Your reply should consist of the entries, copied exactly and stripped of images.

Source material: Begin

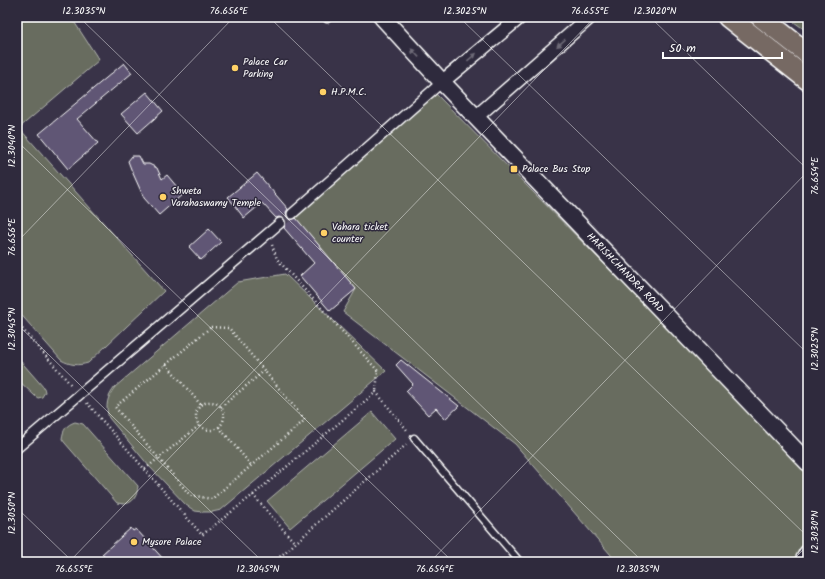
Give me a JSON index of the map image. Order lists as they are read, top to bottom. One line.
{"streets":{"street":["HARISHCHANDRA ROAD"]},"places":{"other":["Palace Car Parking","H.P.M.C.","Shweta Varahaswamy Temple","Vahara ticket counter","Mysore Palace"],"transit":["Palace Bus Stop"]},"scale_bar":"50 m","coordinates":["12.3035°N","76.656°E","12.3025°N","76.655°E","12.3020°N","12.3040°N","76.654°E","12.3045°N","12.3050°N","12.3030°N"]}
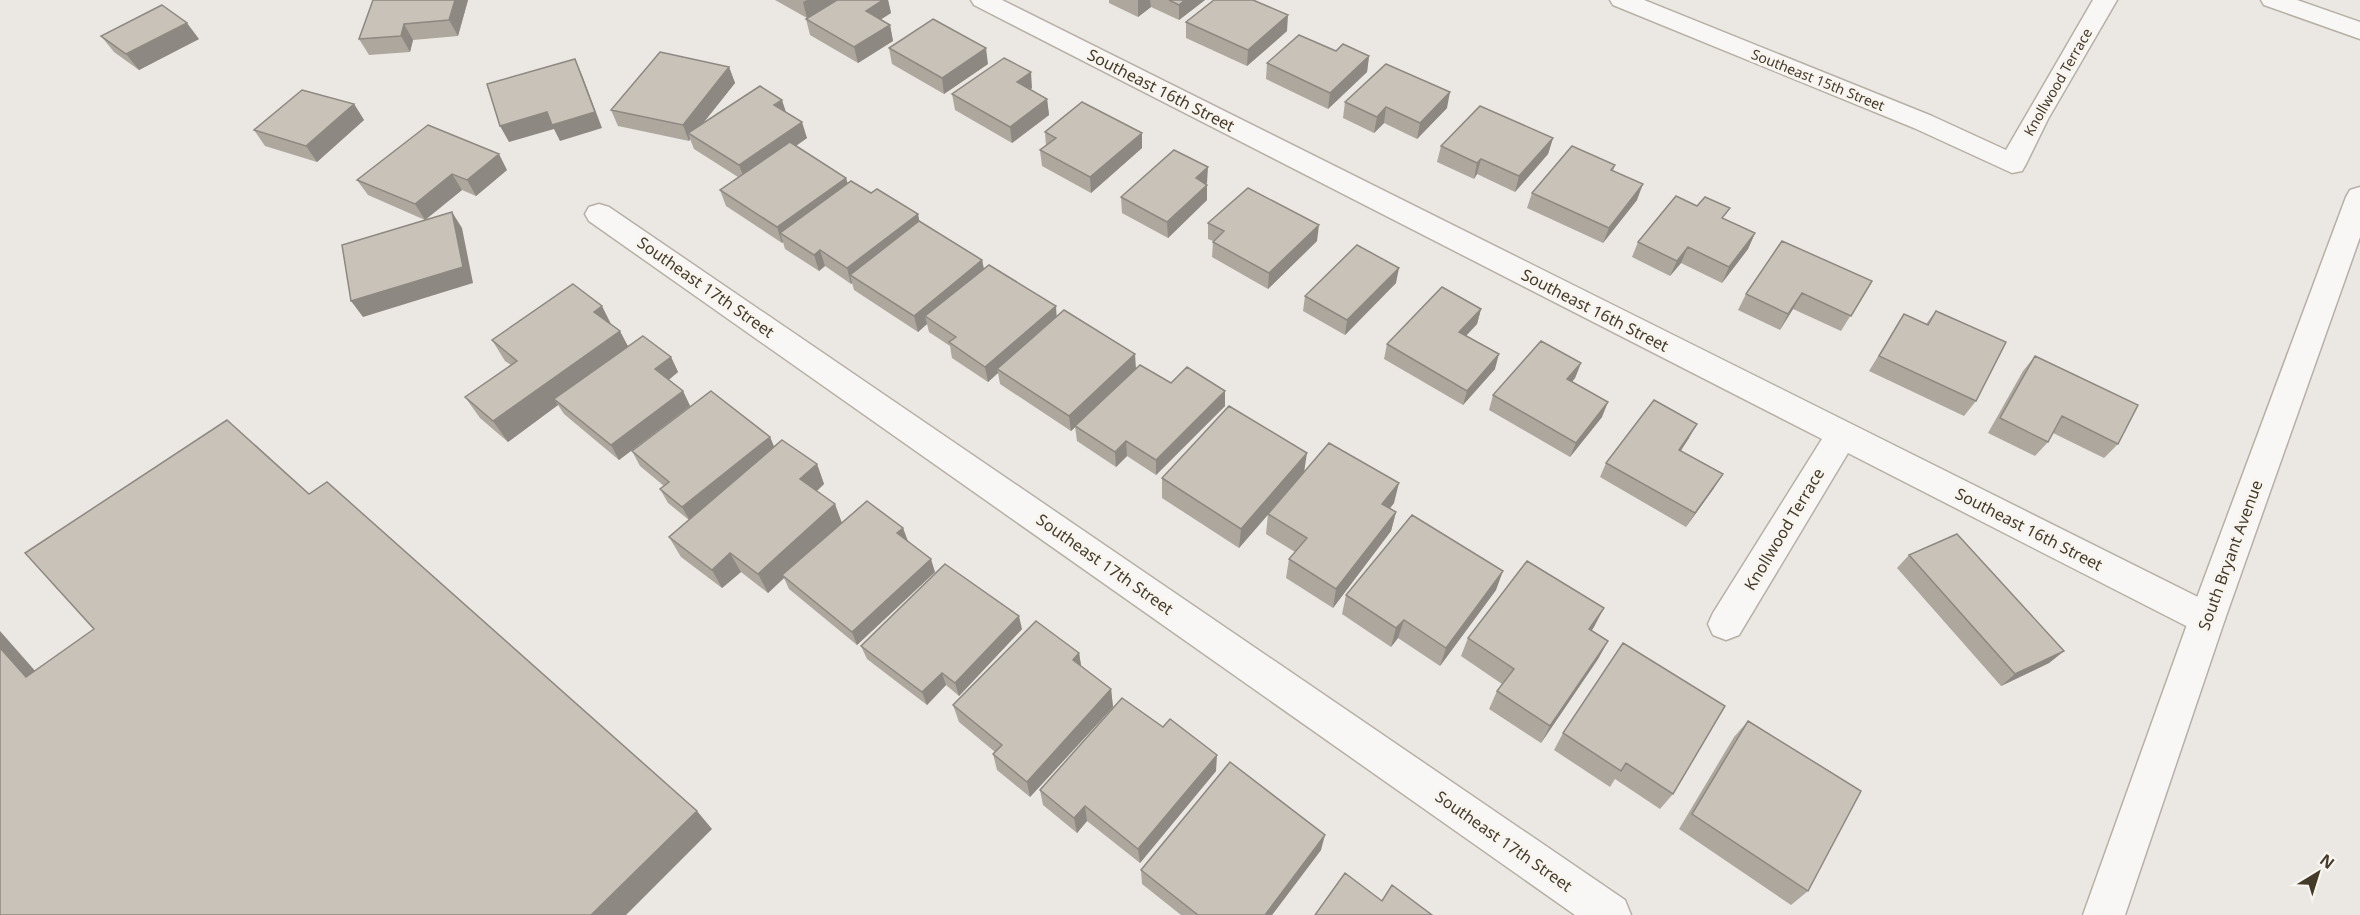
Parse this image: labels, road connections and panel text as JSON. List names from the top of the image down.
{
  "streets": {
    "street": [
      "Southeast 15th Street",
      "Knollwood Terrace",
      "Southeast 16th Street",
      "Southeast 17th Street",
      "South Bryant Avenue"
    ]
  },
  "crossings": [
    ["Southeast 15th Street", "Knollwood Terrace"],
    ["Knollwood Terrace", "Southeast 16th Street"],
    ["Southeast 16th Street", "South Bryant Avenue"]
  ],
  "north": "top right"
}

Source material: End

* Response *
Give me a JSON index of the map image. Order lists as they are read, top to bottom. One line.
{"streets":{"street":["HARISHCHANDRA ROAD"]},"places":{"other":["Palace Car Parking","H.P.M.C.","Shweta Varahaswamy Temple","Vahara ticket counter","Mysore Palace"],"transit":["Palace Bus Stop"]},"scale_bar":"50 m","coordinates":["12.3035°N","76.656°E","12.3025°N","76.655°E","12.3020°N","12.3040°N","76.654°E","12.3045°N","12.3050°N","12.3030°N"]}
Parse this image: labels, road connections and panel text as JSON. List names from the top of the image down.
{
  "streets": {
    "street": [
      "Southeast 15th Street",
      "Knollwood Terrace",
      "Southeast 16th Street",
      "Southeast 17th Street",
      "South Bryant Avenue"
    ]
  },
  "crossings": [
    ["Southeast 15th Street", "Knollwood Terrace"],
    ["Knollwood Terrace", "Southeast 16th Street"],
    ["Southeast 16th Street", "South Bryant Avenue"]
  ],
  "north": "top right"
}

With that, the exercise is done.